How I topped the Open LLM Leaderboard using 2x 4090 GPUs - Research notes in Blog form
A single researcher using just 2x RTX 4090 GPUs discovered duplicating 7-layer blocks boosts AI performance, claiming the #1 leaderboard spot.
An independent researcher has achieved a top spot on the competitive Open LLM Leaderboard using a surprisingly simple yet effective technique: duplicating specific 7-layer blocks within the Qwen2-72B model. The key finding was that copying a contiguous block of approximately seven middle layers, without modifying any of the model's learned weights, led to performance gains across all major benchmarks, including ARC, HellaSwag, and MMLU. This method proved to be a "Goldilocks zone"—duplicating single layers did nothing, while copying too many layers degraded performance. The researcher, who previously built the GLaDOS voice assistant, accomplished this on a modest setup of just two consumer-grade RTX 4090 GPUs, challenging the notion that major AI breakthroughs require massive, institutional-scale compute.
The discovery has profound implications for our understanding of how large language models (LLMs) organize knowledge. The fact that only circuit-sized blocks of around seven layers work suggests that during pre-training, the model carves out discrete, functional "circuits" responsible for specific capabilities, and these circuits must be preserved as intact units to function properly. This provides a new lens for model interpretability and efficient scaling. The researcher, who now runs newer models like GLM-4.7 and Qwen3.5 on a more powerful dual GH200 system, plans to release code and specialized "RYS" versions of the Qwen3.5 27B and 35A3B models, making the technique accessible to the broader open-source community.
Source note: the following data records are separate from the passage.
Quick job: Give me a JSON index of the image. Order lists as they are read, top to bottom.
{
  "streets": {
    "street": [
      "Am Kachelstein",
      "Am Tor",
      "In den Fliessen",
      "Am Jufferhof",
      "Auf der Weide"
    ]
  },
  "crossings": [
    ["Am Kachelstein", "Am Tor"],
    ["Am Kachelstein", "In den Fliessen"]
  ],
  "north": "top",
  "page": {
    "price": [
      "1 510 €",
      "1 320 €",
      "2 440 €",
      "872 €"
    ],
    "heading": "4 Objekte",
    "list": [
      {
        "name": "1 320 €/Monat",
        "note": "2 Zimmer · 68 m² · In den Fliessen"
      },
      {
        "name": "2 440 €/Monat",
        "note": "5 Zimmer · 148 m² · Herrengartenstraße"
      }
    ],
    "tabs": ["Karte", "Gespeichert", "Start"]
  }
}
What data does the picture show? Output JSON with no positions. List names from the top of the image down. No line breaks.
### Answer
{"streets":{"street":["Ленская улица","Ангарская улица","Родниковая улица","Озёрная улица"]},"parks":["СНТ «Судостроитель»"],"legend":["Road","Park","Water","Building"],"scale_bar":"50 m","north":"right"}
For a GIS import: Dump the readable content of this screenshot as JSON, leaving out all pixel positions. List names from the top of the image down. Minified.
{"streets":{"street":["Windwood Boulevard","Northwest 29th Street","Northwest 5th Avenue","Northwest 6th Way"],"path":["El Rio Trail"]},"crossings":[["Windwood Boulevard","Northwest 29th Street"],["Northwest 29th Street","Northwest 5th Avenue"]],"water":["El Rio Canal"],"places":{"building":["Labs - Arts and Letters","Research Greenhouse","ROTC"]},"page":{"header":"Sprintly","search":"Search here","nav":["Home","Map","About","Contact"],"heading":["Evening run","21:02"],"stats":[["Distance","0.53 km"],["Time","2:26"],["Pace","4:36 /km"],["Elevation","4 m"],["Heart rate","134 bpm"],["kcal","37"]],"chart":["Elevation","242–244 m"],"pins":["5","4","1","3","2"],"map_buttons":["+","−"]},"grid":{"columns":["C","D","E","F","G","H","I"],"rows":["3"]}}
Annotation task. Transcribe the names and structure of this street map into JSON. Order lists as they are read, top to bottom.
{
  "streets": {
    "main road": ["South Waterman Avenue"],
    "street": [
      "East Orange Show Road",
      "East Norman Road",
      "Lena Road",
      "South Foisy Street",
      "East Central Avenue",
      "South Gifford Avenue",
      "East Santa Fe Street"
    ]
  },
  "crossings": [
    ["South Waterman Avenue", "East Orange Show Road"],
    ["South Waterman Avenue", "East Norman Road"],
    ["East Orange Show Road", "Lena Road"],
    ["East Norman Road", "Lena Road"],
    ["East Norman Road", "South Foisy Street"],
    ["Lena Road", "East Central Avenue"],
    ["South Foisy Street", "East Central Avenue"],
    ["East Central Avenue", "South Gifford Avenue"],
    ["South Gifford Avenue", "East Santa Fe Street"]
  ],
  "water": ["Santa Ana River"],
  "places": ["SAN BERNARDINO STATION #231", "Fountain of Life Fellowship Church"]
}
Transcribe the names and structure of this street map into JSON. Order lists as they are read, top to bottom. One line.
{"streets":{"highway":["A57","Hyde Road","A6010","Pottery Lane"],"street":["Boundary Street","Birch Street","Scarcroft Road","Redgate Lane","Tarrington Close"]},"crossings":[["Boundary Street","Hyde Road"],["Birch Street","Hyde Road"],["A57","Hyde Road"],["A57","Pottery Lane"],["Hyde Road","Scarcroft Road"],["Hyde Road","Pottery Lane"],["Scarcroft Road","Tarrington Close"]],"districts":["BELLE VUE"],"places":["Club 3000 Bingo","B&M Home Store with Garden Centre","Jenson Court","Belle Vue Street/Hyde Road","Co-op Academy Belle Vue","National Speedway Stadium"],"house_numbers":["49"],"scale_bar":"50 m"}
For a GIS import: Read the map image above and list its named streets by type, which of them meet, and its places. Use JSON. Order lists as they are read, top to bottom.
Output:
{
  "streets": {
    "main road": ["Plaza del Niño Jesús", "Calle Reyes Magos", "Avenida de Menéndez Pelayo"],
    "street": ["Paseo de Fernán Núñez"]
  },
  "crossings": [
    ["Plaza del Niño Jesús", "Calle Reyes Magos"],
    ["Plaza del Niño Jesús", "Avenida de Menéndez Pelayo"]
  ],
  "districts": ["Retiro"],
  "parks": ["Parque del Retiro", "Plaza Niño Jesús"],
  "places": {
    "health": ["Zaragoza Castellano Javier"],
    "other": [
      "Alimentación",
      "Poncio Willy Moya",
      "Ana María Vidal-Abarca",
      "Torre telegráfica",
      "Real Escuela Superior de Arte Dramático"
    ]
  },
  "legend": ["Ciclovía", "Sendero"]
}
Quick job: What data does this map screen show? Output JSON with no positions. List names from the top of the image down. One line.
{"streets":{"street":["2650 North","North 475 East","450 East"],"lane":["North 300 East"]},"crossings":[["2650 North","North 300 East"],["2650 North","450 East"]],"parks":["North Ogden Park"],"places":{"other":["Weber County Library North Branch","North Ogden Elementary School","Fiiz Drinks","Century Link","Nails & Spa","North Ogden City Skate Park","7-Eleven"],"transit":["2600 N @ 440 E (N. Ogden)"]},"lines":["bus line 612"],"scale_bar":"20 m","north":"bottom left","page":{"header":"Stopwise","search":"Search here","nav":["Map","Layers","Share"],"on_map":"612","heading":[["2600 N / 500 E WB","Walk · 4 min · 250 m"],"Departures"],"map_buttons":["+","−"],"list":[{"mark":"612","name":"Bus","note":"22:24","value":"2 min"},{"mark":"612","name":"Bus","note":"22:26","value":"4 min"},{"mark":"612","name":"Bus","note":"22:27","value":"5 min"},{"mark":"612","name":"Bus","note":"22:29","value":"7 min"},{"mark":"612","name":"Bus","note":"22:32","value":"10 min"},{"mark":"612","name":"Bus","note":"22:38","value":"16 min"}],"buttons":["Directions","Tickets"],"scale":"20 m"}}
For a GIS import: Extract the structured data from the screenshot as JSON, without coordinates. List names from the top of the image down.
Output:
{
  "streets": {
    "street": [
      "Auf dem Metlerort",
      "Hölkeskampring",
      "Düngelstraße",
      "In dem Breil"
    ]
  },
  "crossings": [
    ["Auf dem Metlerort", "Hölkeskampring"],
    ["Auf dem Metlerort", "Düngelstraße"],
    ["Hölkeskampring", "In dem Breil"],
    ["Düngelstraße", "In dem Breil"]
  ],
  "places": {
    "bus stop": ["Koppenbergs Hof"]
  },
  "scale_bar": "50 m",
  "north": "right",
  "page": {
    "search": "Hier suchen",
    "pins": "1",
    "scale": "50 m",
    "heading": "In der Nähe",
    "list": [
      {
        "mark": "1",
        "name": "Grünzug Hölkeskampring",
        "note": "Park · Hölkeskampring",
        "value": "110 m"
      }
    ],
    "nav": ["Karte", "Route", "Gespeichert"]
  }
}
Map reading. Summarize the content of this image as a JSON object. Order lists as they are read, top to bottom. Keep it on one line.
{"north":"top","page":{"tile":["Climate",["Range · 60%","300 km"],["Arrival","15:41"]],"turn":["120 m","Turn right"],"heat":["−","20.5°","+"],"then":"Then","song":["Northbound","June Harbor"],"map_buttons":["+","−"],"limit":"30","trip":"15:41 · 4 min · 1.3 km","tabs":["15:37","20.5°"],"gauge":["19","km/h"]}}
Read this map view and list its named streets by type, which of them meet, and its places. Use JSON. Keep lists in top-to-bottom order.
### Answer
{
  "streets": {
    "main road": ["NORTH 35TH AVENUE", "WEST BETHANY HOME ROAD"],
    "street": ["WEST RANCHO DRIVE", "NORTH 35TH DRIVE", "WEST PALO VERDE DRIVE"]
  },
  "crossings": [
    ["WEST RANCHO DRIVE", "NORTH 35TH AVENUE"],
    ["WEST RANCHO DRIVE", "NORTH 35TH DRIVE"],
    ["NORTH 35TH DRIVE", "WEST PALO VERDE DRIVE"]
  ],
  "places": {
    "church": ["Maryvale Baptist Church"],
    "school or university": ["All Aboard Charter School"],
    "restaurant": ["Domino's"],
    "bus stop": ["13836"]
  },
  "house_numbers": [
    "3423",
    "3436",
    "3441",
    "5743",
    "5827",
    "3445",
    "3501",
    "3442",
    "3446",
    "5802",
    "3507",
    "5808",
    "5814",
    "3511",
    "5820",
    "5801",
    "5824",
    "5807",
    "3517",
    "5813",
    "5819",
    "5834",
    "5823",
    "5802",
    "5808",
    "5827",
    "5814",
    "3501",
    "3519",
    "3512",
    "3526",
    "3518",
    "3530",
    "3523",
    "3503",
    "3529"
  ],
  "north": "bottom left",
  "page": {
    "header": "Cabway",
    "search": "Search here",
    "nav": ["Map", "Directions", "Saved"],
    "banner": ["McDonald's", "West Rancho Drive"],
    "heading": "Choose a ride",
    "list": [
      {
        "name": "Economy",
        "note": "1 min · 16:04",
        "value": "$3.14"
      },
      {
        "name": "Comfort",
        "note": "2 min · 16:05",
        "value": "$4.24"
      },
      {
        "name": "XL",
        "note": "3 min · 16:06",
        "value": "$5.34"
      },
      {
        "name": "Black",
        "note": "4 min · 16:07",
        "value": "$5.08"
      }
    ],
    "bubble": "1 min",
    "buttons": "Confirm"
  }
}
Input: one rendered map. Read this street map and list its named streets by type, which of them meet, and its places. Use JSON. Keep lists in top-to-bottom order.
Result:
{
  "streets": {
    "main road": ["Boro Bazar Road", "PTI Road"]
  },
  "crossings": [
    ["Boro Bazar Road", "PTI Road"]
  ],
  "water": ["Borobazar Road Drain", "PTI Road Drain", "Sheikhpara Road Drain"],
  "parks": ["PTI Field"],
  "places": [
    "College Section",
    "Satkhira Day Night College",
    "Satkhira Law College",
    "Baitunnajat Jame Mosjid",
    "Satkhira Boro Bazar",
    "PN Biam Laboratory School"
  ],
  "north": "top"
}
- Duplicating a specific 7-layer block in Qwen2-72B boosted performance across all Open LLM Leaderboard benchmarks, securing #1 rank.
- The breakthrough was achieved with only 2x consumer RTX 4090 GPUs, demonstrating accessible pathways to AI research.
- The finding suggests pre-training creates discrete functional "circuits" in the layer stack that only work when preserved whole.
Why It Matters
This democratizes high-impact AI research, showing that novel architectural insights, not just compute scale, can drive major performance gains.